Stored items
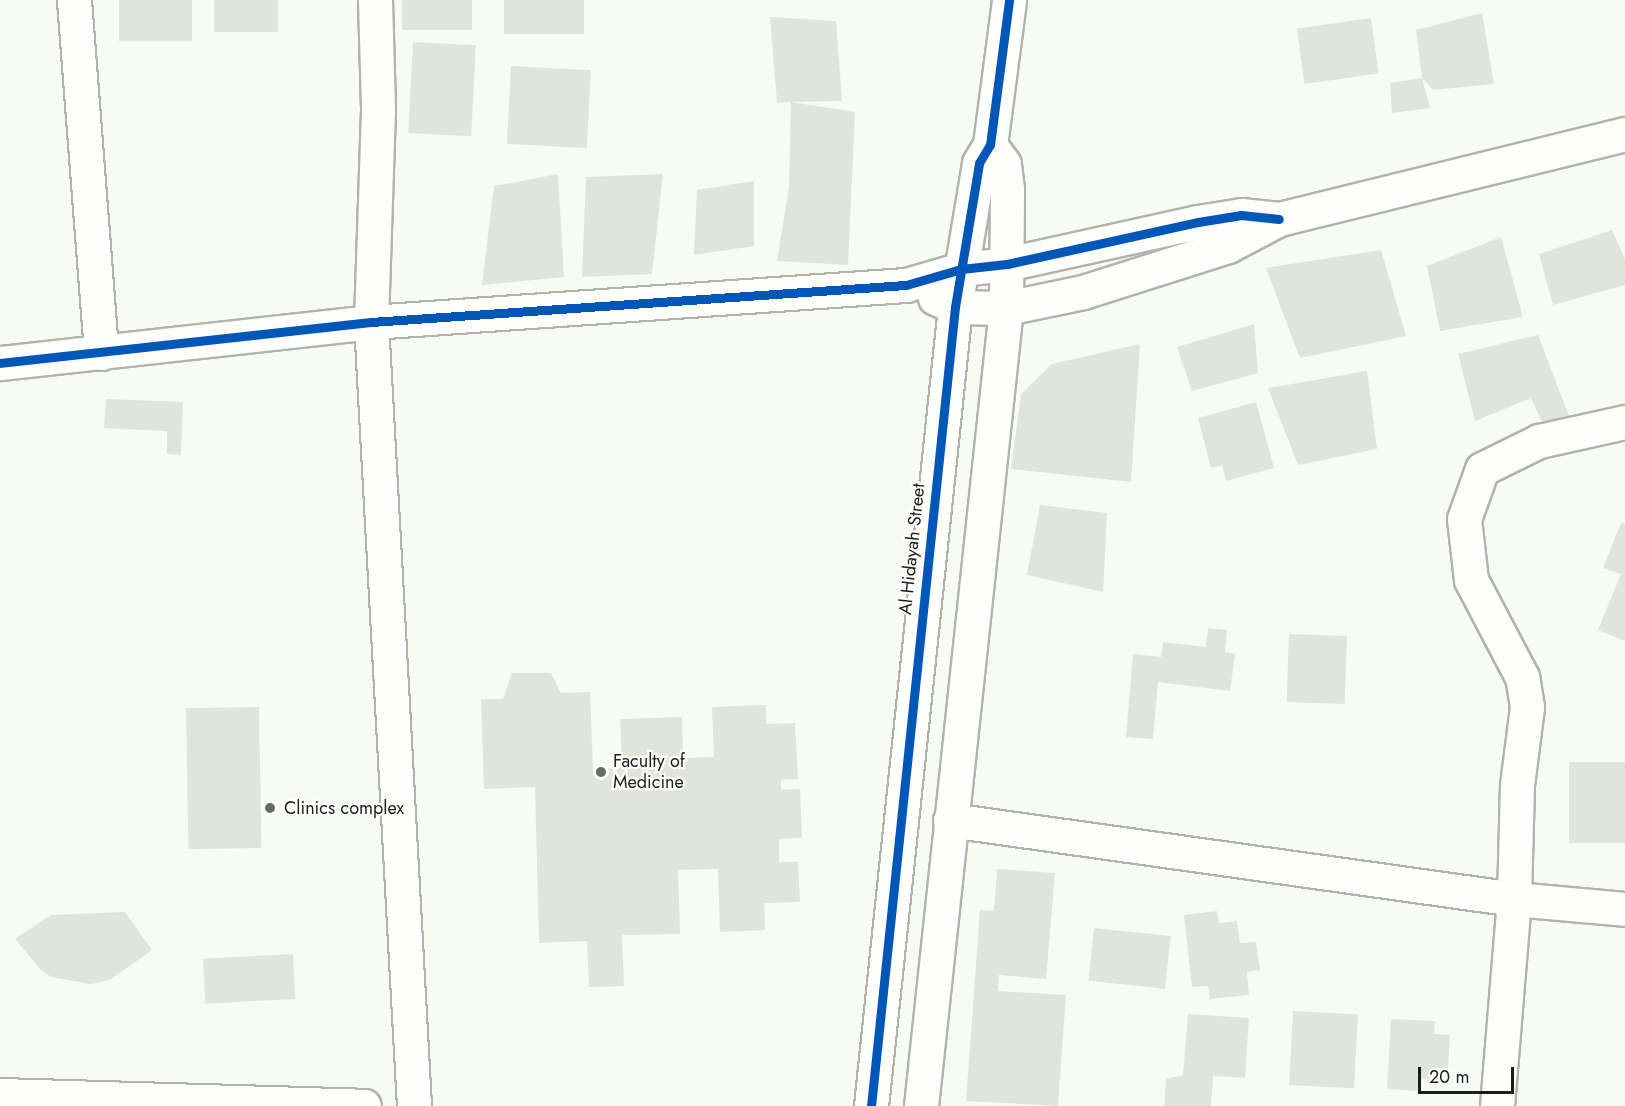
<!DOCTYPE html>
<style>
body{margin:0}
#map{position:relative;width:1625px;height:1106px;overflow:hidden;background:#f7fcf2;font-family:Jost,sans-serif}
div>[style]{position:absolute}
.building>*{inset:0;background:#e0e5db;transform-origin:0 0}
.roads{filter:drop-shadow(2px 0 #b0b4ab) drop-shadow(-2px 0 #b0b4ab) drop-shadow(0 2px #b0b4ab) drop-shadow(0 -2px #b0b4ab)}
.minor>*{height:33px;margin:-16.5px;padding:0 16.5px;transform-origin:16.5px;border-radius:16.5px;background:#fefffd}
.cycleway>*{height:9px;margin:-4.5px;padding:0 4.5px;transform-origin:4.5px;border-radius:4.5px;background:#0057b8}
.dots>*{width:16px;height:16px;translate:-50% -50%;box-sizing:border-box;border:3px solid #fff;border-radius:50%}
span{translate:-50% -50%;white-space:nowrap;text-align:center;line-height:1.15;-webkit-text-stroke:4.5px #fff;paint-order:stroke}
.street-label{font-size:18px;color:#1a1f15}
.poi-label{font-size:18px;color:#1a1f15}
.left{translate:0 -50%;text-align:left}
.scale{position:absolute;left:1418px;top:1067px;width:96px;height:27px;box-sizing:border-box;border:3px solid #1a1f15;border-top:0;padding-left:8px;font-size:18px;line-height:21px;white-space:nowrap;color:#1a1f15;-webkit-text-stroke:4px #fff;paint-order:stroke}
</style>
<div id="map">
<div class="building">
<i style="left:119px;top:0;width:73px;height:41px"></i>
<i style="left:214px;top:0;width:64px;height:32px"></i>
<i style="left:402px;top:0;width:70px;height:30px"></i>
<i style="left:504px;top:0;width:80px;height:34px"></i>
<i style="clip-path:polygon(1482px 13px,1494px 84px,1433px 90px,1422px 78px,1416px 30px)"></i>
<i style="clip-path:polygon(770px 17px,836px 21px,842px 101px,791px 102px,855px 112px,848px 265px,777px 261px,789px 188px,791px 102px,777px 103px)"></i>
<i style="left:1371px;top:18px;width:56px;height:75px;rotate:82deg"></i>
<i style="left:413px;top:42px;width:63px;height:91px;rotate:3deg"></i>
<i style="left:511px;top:66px;width:80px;height:78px;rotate:3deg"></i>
<i style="clip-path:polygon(1422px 78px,1430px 108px,1392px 113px,1390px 83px)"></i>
<i style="clip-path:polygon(558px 174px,564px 277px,482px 285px,494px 186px)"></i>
<i style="clip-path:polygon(663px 174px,652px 274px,582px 277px,586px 177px)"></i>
<i style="clip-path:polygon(754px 181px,754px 246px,694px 255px,697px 190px)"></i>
<i style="clip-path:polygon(1612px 230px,1625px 259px,1625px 285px,1553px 305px,1539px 254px)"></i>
<i style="clip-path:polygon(1501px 237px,1523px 317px,1440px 331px,1427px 266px)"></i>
<i style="clip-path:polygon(1381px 250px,1406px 336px,1300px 358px,1266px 268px)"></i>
<i style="clip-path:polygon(1254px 324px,1258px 373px,1192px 391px,1177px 347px)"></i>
<i style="clip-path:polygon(1538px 335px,1571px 421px,1544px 426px,1531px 398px,1475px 421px,1458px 354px)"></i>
<i style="clip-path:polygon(1140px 344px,1131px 482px,1011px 469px,1021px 394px,1052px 364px)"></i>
<i style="clip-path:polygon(1367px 371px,1377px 449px,1298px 465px,1268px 388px)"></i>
<i style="clip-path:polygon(106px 399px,183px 402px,181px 455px,167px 454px,167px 431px,104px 428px)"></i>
<i style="clip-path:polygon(1256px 402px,1274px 468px,1226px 481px,1222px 465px,1211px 468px,1198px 418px)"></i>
<i style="clip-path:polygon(1040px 505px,1107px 513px,1103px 592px,1027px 575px)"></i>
<i style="clip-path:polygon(1621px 523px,1625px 524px,1625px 641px,1598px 630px,1621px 574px,1603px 568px)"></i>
<i style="clip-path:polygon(1208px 628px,1227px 630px,1225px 652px,1235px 654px,1230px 691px,1158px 682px,1153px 739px,1126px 737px,1133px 654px,1161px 657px,1163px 642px,1206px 647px)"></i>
<i style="left:1289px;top:634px;width:58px;height:68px;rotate:2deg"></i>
<i style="clip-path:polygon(512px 673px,551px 673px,561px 693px,590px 692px,593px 769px,622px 768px,620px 719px,682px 717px,683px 758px,714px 757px,712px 707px,766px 705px,766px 724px,795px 723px,798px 779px,781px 780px,781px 790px,800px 789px,802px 838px,779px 839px,779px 862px,798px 862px,800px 902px,764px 903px,765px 930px,720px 932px,718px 869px,678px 870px,680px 934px,622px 935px,624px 986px,589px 987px,587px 941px,539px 943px,535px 787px,484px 789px,481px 699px,503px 699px)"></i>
<i style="left:259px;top:707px;width:141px;height:73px;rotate:89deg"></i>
<i style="left:1625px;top:762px;width:81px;height:56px;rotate:90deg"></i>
<i style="clip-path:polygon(997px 869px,1055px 873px,1046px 979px,999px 975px,998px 991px,1066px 995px,1058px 1106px,966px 1101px,980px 910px,994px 911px)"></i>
<i style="clip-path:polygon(1217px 911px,1219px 923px,1237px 921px,1240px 943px,1256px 942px,1260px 970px,1247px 972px,1249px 995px,1210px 999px,1208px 986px,1192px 987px,1184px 915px)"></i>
<i style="clip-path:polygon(125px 912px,152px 950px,110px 980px,90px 984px,51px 977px,40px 969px,15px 939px,51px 915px)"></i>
<i style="left:1094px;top:928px;width:77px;height:53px;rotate:6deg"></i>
<i style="left:293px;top:954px;width:45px;height:90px;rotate:87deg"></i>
<i style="left:1293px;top:1011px;width:65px;height:74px;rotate:3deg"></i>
<i style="clip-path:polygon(1188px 1014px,1249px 1018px,1245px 1078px,1213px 1076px,1211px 1106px,1164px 1106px,1166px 1079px,1183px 1075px)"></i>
<i style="clip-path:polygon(1391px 1019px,1435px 1021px,1434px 1034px,1450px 1035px,1448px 1069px,1431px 1068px,1430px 1079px,1418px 1078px,1418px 1091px,1387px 1089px)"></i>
</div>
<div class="roads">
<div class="minor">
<i style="left:74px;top:0;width:354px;rotate:85.6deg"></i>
<i style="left:375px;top:0;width:110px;rotate:88.4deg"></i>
<i style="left:378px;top:110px;width:212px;rotate:91.9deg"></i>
<i style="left:371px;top:322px;width:785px;rotate:86.86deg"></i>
<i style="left:935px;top:298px;width:22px;rotate:24deg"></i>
<i style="left:955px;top:307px;width:51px;rotate:1.1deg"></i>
<i style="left:1006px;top:308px;width:79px;rotate:-11.7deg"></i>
<i style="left:1083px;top:292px;width:152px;rotate:-17.6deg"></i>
<i style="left:1228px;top:246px;width:58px;rotate:-27.9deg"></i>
<i style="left:1279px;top:219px;width:356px;rotate:-13.8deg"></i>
<i style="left:0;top:363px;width:373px;rotate:-6.3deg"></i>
<i style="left:371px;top:322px;width:536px;rotate:-3.96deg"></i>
<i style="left:906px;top:285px;width:57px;rotate:-16.2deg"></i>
<i style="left:961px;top:269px;width:46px;rotate:-6.2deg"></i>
<i style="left:1007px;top:264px;width:196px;rotate:-12.4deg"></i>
<i style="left:1198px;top:222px;width:44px;rotate:-9.2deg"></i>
<i style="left:1241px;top:215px;width:38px;rotate:6deg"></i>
<i style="left:950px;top:820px;width:570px;rotate:7.97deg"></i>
<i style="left:1514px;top:899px;width:111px;rotate:5.1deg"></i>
<i style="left:0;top:1095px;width:364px;rotate:1.7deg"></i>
<i style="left:871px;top:1106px;width:803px;rotate:-84deg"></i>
<i style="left:955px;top:307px;width:146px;rotate:-80.5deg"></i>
<i style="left:979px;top:163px;width:21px;rotate:-59deg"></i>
<i style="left:990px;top:145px;width:146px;rotate:-82.5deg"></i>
<i style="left:921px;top:1106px;width:803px;rotate:-83.92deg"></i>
<i style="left:1006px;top:308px;width:119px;rotate:-89.5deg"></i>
<i style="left:1007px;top:189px;width:25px;rotate:-97deg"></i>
<i style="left:1004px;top:164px;width:24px;rotate:-126deg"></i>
<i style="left:1497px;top:1106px;width:208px;rotate:-85.3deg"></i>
<i style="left:1514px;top:899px;width:114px;rotate:-88.5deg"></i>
<i style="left:1517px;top:785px;width:79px;rotate:-82.7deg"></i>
<i style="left:1527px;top:707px;width:30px;rotate:-99deg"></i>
<i style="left:1522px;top:677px;width:110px;rotate:-117.7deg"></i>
<i style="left:1471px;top:580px;width:61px;rotate:-96.5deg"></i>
<i style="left:1464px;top:519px;width:53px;rotate:-70.2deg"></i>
<i style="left:1482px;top:469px;width:64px;rotate:-26.2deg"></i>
<i style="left:1539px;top:441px;width:88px;rotate:-12.5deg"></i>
</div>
</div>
<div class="cycleway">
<i style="left:0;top:363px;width:373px;rotate:-6.3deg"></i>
<i style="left:371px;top:322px;width:536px;rotate:-3.96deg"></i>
<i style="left:906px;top:285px;width:57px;rotate:-16.2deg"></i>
<i style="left:961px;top:269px;width:46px;rotate:-6.2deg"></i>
<i style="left:1007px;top:264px;width:196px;rotate:-12.4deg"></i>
<i style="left:1198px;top:222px;width:44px;rotate:-9.2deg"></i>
<i style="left:1241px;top:215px;width:38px;rotate:6deg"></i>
<i style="left:871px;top:1106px;width:803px;rotate:-84deg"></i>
<i style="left:955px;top:307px;width:146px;rotate:-80.5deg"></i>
<i style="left:979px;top:163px;width:21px;rotate:-59deg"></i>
<i style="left:990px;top:145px;width:146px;rotate:-82.5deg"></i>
</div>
<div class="dots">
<i style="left:601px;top:772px;background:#676c62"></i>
<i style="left:270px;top:808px;background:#676c62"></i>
</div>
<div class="street-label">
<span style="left:912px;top:549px;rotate:-84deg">Al Hidayah Street</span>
</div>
<div class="poi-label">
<span class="left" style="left:613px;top:772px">Faculty of<br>Medicine</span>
<span class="left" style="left:284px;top:808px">Clinics complex</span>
</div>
<div class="scale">20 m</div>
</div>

INSTRUCTIONS FOR THE TASK
Write out exactly and only the lines that run from the start of the data above through the line containing "0 #b0b4ab) drop-shadow(-2px", leaving the pictures out.

OUTPUT FOR THIS EXERCISE
<!DOCTYPE html>
<style>
body{margin:0}
#map{position:relative;width:1625px;height:1106px;overflow:hidden;background:#f7fcf2;font-family:Jost,sans-serif}
div>[style]{position:absolute}
.building>*{inset:0;background:#e0e5db;transform-origin:0 0}
.roads{filter:drop-shadow(2px 0 #b0b4ab) drop-shadow(-2px 0 #b0b4ab) drop-shadow(0 2px #b0b4ab) drop-shadow(0 -2px #b0b4ab)}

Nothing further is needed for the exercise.